[Data entries]
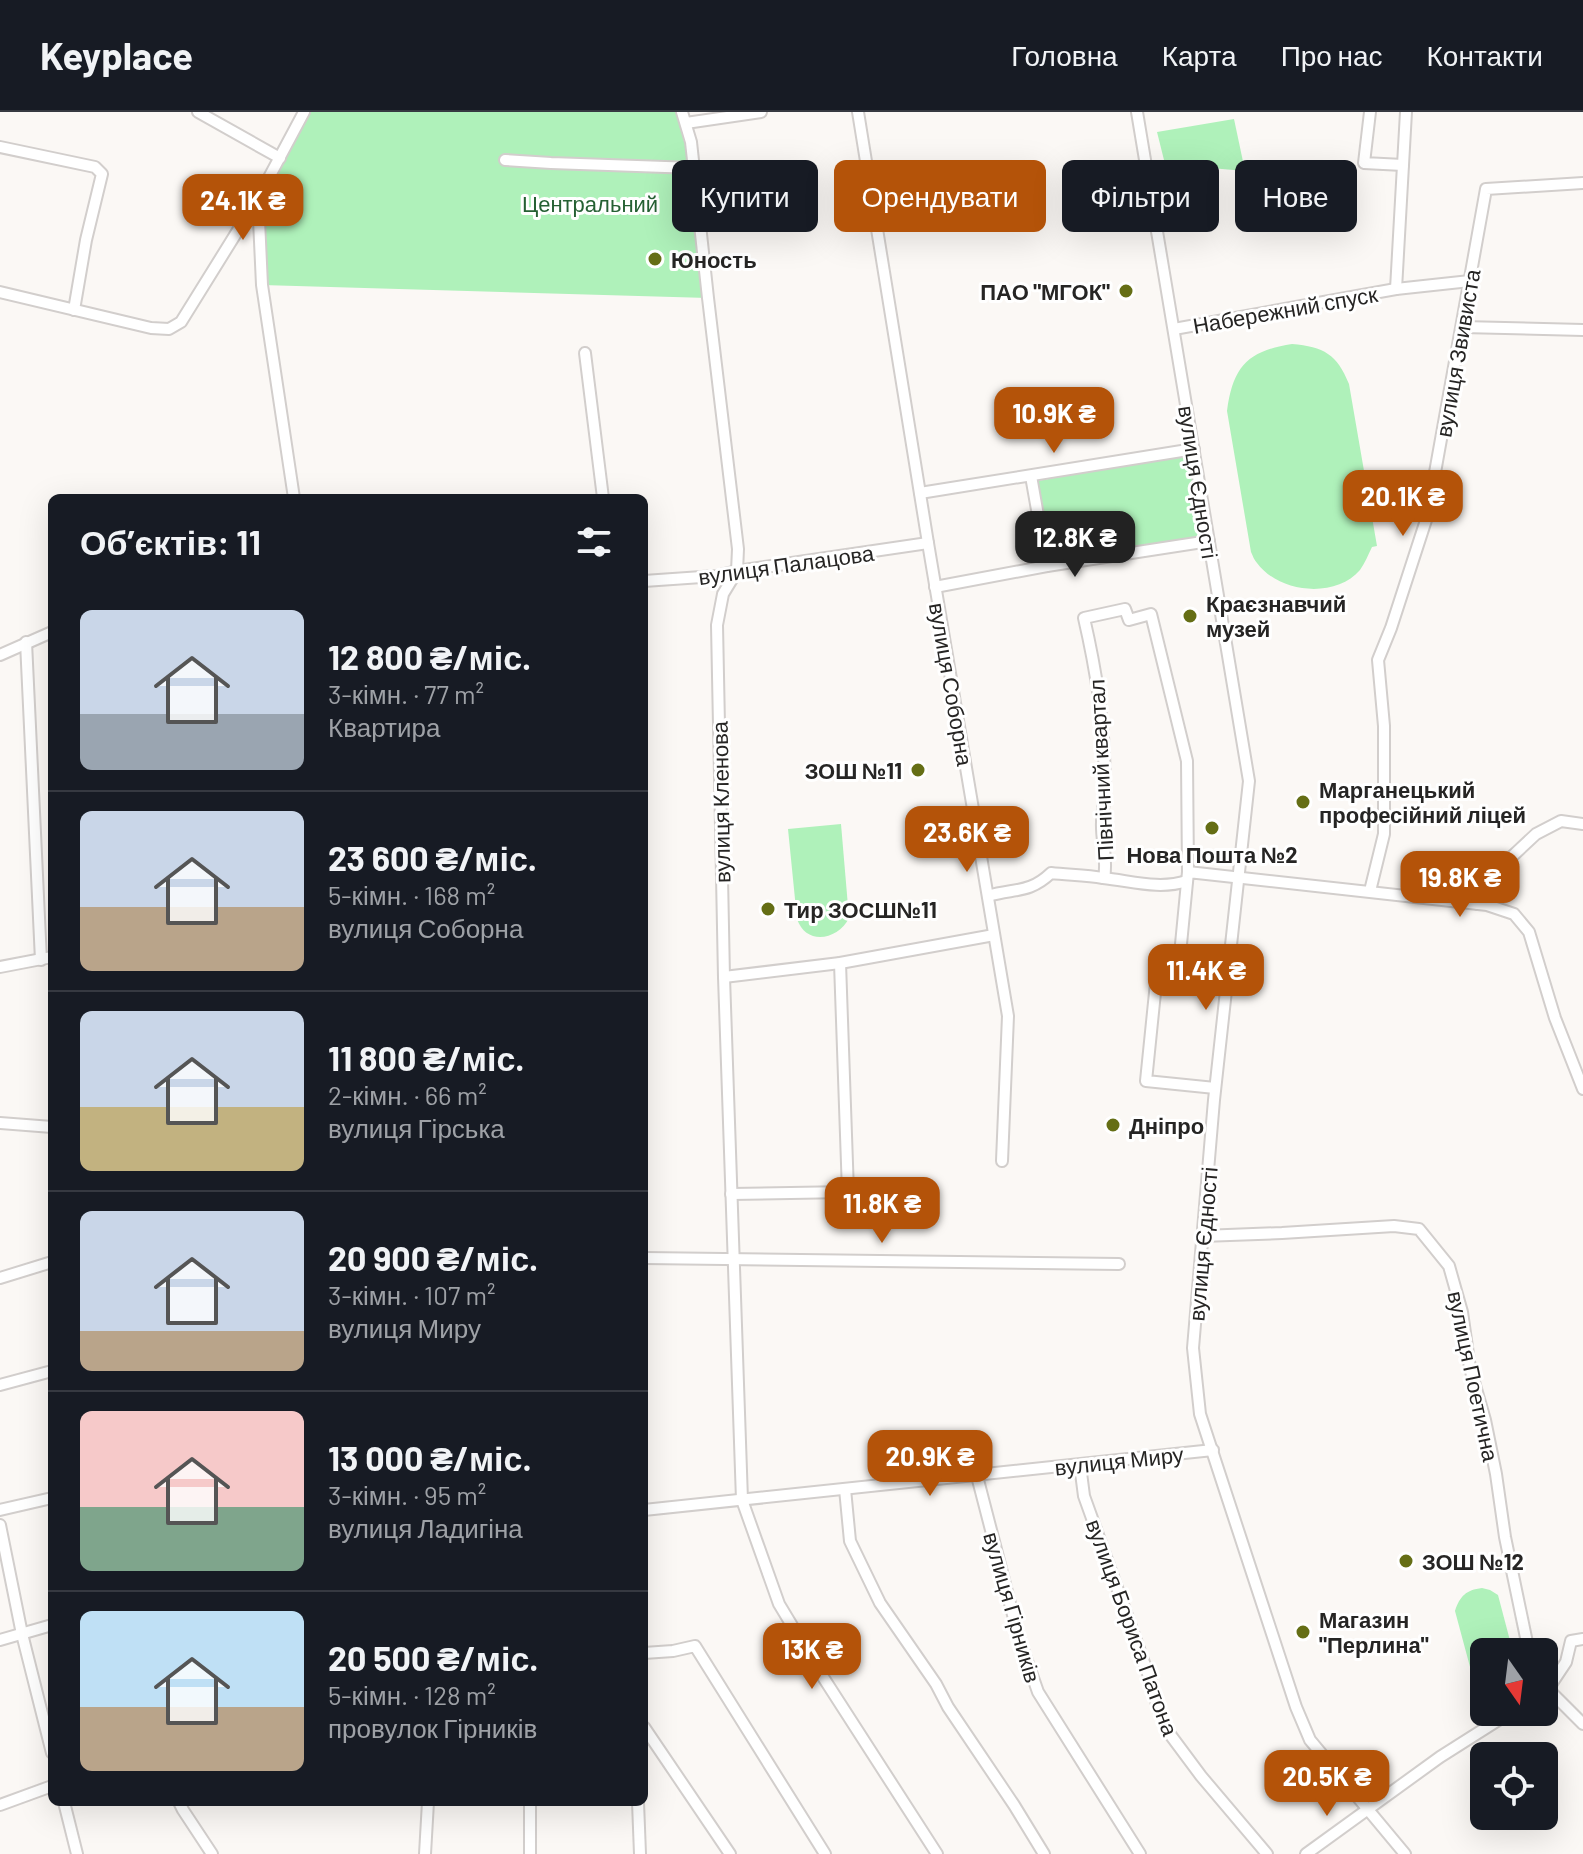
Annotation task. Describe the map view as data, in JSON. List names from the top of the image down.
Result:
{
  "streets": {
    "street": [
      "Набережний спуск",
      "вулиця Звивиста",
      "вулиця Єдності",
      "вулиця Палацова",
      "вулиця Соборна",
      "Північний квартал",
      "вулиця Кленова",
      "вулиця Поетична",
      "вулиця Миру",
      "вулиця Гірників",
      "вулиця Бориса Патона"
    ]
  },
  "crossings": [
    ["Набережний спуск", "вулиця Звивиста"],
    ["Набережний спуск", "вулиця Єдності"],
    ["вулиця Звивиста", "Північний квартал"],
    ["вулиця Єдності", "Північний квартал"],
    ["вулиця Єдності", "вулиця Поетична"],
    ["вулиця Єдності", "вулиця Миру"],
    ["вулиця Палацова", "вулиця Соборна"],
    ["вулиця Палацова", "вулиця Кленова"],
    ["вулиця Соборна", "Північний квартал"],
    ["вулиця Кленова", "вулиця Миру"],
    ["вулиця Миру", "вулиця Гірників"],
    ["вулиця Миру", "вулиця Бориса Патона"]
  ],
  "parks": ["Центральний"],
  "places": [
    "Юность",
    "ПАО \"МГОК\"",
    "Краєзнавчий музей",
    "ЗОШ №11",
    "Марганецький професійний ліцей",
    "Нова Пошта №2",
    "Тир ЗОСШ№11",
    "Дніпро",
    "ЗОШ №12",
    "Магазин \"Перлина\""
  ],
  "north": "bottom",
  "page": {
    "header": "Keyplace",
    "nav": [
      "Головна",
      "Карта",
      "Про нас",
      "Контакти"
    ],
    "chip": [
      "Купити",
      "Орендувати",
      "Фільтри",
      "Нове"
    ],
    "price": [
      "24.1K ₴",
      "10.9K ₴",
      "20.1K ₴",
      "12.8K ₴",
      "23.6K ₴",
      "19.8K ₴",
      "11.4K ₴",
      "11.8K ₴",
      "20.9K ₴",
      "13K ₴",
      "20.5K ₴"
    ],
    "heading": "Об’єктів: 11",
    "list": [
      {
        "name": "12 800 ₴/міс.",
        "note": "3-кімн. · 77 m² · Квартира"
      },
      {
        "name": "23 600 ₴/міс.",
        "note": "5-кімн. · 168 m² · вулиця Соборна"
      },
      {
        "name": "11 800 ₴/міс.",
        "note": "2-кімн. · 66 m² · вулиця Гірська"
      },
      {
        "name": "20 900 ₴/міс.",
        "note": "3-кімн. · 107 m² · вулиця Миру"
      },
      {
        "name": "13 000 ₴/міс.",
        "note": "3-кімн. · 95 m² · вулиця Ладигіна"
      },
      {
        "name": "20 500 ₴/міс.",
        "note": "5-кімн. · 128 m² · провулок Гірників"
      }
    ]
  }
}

-- Exercise directions --
The result should be all the records, retyped exactly, with no pictures among them.

-- Answer for this exercise --
Annotation task. Describe the map view as data, in JSON. List names from the top of the image down.
Result:
{
  "streets": {
    "street": [
      "Набережний спуск",
      "вулиця Звивиста",
      "вулиця Єдності",
      "вулиця Палацова",
      "вулиця Соборна",
      "Північний квартал",
      "вулиця Кленова",
      "вулиця Поетична",
      "вулиця Миру",
      "вулиця Гірників",
      "вулиця Бориса Патона"
    ]
  },
  "crossings": [
    ["Набережний спуск", "вулиця Звивиста"],
    ["Набережний спуск", "вулиця Єдності"],
    ["вулиця Звивиста", "Північний квартал"],
    ["вулиця Єдності", "Північний квартал"],
    ["вулиця Єдності", "вулиця Поетична"],
    ["вулиця Єдності", "вулиця Миру"],
    ["вулиця Палацова", "вулиця Соборна"],
    ["вулиця Палацова", "вулиця Кленова"],
    ["вулиця Соборна", "Північний квартал"],
    ["вулиця Кленова", "вулиця Миру"],
    ["вулиця Миру", "вулиця Гірників"],
    ["вулиця Миру", "вулиця Бориса Патона"]
  ],
  "parks": ["Центральний"],
  "places": [
    "Юность",
    "ПАО \"МГОК\"",
    "Краєзнавчий музей",
    "ЗОШ №11",
    "Марганецький професійний ліцей",
    "Нова Пошта №2",
    "Тир ЗОСШ№11",
    "Дніпро",
    "ЗОШ №12",
    "Магазин \"Перлина\""
  ],
  "north": "bottom",
  "page": {
    "header": "Keyplace",
    "nav": [
      "Головна",
      "Карта",
      "Про нас",
      "Контакти"
    ],
    "chip": [
      "Купити",
      "Орендувати",
      "Фільтри",
      "Нове"
    ],
    "price": [
      "24.1K ₴",
      "10.9K ₴",
      "20.1K ₴",
      "12.8K ₴",
      "23.6K ₴",
      "19.8K ₴",
      "11.4K ₴",
      "11.8K ₴",
      "20.9K ₴",
      "13K ₴",
      "20.5K ₴"
    ],
    "heading": "Об’єктів: 11",
    "list": [
      {
        "name": "12 800 ₴/міс.",
        "note": "3-кімн. · 77 m² · Квартира"
      },
      {
        "name": "23 600 ₴/міс.",
        "note": "5-кімн. · 168 m² · вулиця Соборна"
      },
      {
        "name": "11 800 ₴/міс.",
        "note": "2-кімн. · 66 m² · вулиця Гірська"
      },
      {
        "name": "20 900 ₴/міс.",
        "note": "3-кімн. · 107 m² · вулиця Миру"
      },
      {
        "name": "13 000 ₴/міс.",
        "note": "3-кімн. · 95 m² · вулиця Ладигіна"
      },
      {
        "name": "20 500 ₴/міс.",
        "note": "5-кімн. · 128 m² · провулок Гірників"
      }
    ]
  }
}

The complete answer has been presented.